**Your assignment**
Leave every entry as it is and write the data out in full.
-------
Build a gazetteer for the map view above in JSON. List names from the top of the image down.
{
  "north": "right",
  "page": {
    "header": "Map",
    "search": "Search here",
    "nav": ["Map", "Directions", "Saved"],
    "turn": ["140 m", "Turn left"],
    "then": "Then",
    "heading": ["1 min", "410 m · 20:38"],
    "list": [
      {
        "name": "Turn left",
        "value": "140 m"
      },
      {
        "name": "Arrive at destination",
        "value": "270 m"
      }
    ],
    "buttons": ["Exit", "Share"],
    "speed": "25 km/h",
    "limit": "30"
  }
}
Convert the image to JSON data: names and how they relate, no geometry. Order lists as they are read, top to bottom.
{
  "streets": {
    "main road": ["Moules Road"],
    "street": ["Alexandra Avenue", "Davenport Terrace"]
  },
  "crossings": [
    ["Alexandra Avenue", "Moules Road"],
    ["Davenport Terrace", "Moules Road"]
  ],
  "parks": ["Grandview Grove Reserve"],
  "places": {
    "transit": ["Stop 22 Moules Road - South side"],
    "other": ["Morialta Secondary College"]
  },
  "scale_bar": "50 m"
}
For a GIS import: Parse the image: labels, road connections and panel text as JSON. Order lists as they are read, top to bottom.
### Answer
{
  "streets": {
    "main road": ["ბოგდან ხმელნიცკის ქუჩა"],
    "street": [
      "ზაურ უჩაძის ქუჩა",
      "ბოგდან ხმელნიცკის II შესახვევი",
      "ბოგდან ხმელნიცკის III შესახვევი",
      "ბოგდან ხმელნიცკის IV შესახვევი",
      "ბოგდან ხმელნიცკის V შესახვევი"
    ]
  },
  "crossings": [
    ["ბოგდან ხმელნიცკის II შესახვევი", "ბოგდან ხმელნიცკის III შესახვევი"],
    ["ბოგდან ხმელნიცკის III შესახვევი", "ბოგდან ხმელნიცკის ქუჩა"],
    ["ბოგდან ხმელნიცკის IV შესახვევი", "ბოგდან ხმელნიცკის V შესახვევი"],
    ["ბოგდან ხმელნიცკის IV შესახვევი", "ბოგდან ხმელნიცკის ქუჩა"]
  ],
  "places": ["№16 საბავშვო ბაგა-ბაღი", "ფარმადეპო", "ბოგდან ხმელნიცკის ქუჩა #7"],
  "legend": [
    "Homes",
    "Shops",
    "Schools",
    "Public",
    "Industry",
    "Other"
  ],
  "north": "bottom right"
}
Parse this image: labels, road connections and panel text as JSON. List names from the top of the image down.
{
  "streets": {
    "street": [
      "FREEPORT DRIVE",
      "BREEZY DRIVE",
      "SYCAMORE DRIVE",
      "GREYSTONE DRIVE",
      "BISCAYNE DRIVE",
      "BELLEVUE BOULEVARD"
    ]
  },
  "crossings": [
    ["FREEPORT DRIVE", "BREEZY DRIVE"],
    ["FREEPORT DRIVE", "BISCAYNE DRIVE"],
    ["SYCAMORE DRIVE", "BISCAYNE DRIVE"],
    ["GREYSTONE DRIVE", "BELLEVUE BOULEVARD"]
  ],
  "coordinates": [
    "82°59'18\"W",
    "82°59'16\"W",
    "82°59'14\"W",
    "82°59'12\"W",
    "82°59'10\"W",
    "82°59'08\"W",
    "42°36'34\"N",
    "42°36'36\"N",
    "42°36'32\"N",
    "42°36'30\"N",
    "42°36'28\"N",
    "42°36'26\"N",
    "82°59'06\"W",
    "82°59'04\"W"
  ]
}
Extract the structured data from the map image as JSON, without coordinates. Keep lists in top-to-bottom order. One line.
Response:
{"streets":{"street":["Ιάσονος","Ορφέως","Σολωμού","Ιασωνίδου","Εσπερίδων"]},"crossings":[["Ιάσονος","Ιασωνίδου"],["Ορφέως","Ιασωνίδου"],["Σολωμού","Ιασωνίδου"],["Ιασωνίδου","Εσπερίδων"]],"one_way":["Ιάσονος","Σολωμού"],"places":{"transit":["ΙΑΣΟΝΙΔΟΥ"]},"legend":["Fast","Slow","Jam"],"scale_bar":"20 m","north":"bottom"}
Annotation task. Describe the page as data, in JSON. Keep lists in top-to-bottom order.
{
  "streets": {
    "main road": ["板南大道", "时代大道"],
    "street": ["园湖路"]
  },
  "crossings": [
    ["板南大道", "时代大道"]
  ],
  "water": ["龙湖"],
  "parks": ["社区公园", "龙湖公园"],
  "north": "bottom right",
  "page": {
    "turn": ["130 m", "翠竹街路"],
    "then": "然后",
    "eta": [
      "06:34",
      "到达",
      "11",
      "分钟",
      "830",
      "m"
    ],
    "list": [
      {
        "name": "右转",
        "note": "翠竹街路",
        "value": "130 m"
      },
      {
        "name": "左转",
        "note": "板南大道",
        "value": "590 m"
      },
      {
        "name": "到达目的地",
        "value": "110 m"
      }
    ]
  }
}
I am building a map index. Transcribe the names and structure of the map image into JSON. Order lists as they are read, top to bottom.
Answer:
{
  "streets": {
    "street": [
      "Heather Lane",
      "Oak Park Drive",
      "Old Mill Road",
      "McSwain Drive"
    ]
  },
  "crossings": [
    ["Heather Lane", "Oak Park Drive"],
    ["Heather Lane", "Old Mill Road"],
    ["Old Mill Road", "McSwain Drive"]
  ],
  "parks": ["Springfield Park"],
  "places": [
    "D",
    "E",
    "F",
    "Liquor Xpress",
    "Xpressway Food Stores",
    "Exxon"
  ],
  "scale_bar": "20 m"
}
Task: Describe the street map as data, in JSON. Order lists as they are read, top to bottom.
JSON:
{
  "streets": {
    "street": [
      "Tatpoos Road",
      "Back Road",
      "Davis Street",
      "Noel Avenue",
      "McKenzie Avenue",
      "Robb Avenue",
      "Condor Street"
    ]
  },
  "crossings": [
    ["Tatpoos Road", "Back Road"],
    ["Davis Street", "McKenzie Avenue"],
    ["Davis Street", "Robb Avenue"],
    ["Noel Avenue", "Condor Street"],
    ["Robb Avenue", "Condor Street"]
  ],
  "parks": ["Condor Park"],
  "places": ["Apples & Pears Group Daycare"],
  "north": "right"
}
-------
**Your response**
Build a gazetteer for the map view above in JSON. List names from the top of the image down.
{
  "north": "right",
  "page": {
    "header": "Map",
    "search": "Search here",
    "nav": ["Map", "Directions", "Saved"],
    "turn": ["140 m", "Turn left"],
    "then": "Then",
    "heading": ["1 min", "410 m · 20:38"],
    "list": [
      {
        "name": "Turn left",
        "value": "140 m"
      },
      {
        "name": "Arrive at destination",
        "value": "270 m"
      }
    ],
    "buttons": ["Exit", "Share"],
    "speed": "25 km/h",
    "limit": "30"
  }
}
Convert the image to JSON data: names and how they relate, no geometry. Order lists as they are read, top to bottom.
{
  "streets": {
    "main road": ["Moules Road"],
    "street": ["Alexandra Avenue", "Davenport Terrace"]
  },
  "crossings": [
    ["Alexandra Avenue", "Moules Road"],
    ["Davenport Terrace", "Moules Road"]
  ],
  "parks": ["Grandview Grove Reserve"],
  "places": {
    "transit": ["Stop 22 Moules Road - South side"],
    "other": ["Morialta Secondary College"]
  },
  "scale_bar": "50 m"
}
For a GIS import: Parse the image: labels, road connections and panel text as JSON. Order lists as they are read, top to bottom.
### Answer
{
  "streets": {
    "main road": ["ბოგდან ხმელნიცკის ქუჩა"],
    "street": [
      "ზაურ უჩაძის ქუჩა",
      "ბოგდან ხმელნიცკის II შესახვევი",
      "ბოგდან ხმელნიცკის III შესახვევი",
      "ბოგდან ხმელნიცკის IV შესახვევი",
      "ბოგდან ხმელნიცკის V შესახვევი"
    ]
  },
  "crossings": [
    ["ბოგდან ხმელნიცკის II შესახვევი", "ბოგდან ხმელნიცკის III შესახვევი"],
    ["ბოგდან ხმელნიცკის III შესახვევი", "ბოგდან ხმელნიცკის ქუჩა"],
    ["ბოგდან ხმელნიცკის IV შესახვევი", "ბოგდან ხმელნიცკის V შესახვევი"],
    ["ბოგდან ხმელნიცკის IV შესახვევი", "ბოგდან ხმელნიცკის ქუჩა"]
  ],
  "places": ["№16 საბავშვო ბაგა-ბაღი", "ფარმადეპო", "ბოგდან ხმელნიცკის ქუჩა #7"],
  "legend": [
    "Homes",
    "Shops",
    "Schools",
    "Public",
    "Industry",
    "Other"
  ],
  "north": "bottom right"
}
Parse this image: labels, road connections and panel text as JSON. List names from the top of the image down.
{
  "streets": {
    "street": [
      "FREEPORT DRIVE",
      "BREEZY DRIVE",
      "SYCAMORE DRIVE",
      "GREYSTONE DRIVE",
      "BISCAYNE DRIVE",
      "BELLEVUE BOULEVARD"
    ]
  },
  "crossings": [
    ["FREEPORT DRIVE", "BREEZY DRIVE"],
    ["FREEPORT DRIVE", "BISCAYNE DRIVE"],
    ["SYCAMORE DRIVE", "BISCAYNE DRIVE"],
    ["GREYSTONE DRIVE", "BELLEVUE BOULEVARD"]
  ],
  "coordinates": [
    "82°59'18\"W",
    "82°59'16\"W",
    "82°59'14\"W",
    "82°59'12\"W",
    "82°59'10\"W",
    "82°59'08\"W",
    "42°36'34\"N",
    "42°36'36\"N",
    "42°36'32\"N",
    "42°36'30\"N",
    "42°36'28\"N",
    "42°36'26\"N",
    "82°59'06\"W",
    "82°59'04\"W"
  ]
}
Extract the structured data from the map image as JSON, without coordinates. Keep lists in top-to-bottom order. One line.
Response:
{"streets":{"street":["Ιάσονος","Ορφέως","Σολωμού","Ιασωνίδου","Εσπερίδων"]},"crossings":[["Ιάσονος","Ιασωνίδου"],["Ορφέως","Ιασωνίδου"],["Σολωμού","Ιασωνίδου"],["Ιασωνίδου","Εσπερίδων"]],"one_way":["Ιάσονος","Σολωμού"],"places":{"transit":["ΙΑΣΟΝΙΔΟΥ"]},"legend":["Fast","Slow","Jam"],"scale_bar":"20 m","north":"bottom"}
Annotation task. Describe the page as data, in JSON. Keep lists in top-to-bottom order.
{
  "streets": {
    "main road": ["板南大道", "时代大道"],
    "street": ["园湖路"]
  },
  "crossings": [
    ["板南大道", "时代大道"]
  ],
  "water": ["龙湖"],
  "parks": ["社区公园", "龙湖公园"],
  "north": "bottom right",
  "page": {
    "turn": ["130 m", "翠竹街路"],
    "then": "然后",
    "eta": [
      "06:34",
      "到达",
      "11",
      "分钟",
      "830",
      "m"
    ],
    "list": [
      {
        "name": "右转",
        "note": "翠竹街路",
        "value": "130 m"
      },
      {
        "name": "左转",
        "note": "板南大道",
        "value": "590 m"
      },
      {
        "name": "到达目的地",
        "value": "110 m"
      }
    ]
  }
}
I am building a map index. Transcribe the names and structure of the map image into JSON. Order lists as they are read, top to bottom.
Answer:
{
  "streets": {
    "street": [
      "Heather Lane",
      "Oak Park Drive",
      "Old Mill Road",
      "McSwain Drive"
    ]
  },
  "crossings": [
    ["Heather Lane", "Oak Park Drive"],
    ["Heather Lane", "Old Mill Road"],
    ["Old Mill Road", "McSwain Drive"]
  ],
  "parks": ["Springfield Park"],
  "places": [
    "D",
    "E",
    "F",
    "Liquor Xpress",
    "Xpressway Food Stores",
    "Exxon"
  ],
  "scale_bar": "20 m"
}
Task: Describe the street map as data, in JSON. Order lists as they are read, top to bottom.
JSON:
{
  "streets": {
    "street": [
      "Tatpoos Road",
      "Back Road",
      "Davis Street",
      "Noel Avenue",
      "McKenzie Avenue",
      "Robb Avenue",
      "Condor Street"
    ]
  },
  "crossings": [
    ["Tatpoos Road", "Back Road"],
    ["Davis Street", "McKenzie Avenue"],
    ["Davis Street", "Robb Avenue"],
    ["Noel Avenue", "Condor Street"],
    ["Robb Avenue", "Condor Street"]
  ],
  "parks": ["Condor Park"],
  "places": ["Apples & Pears Group Daycare"],
  "north": "right"
}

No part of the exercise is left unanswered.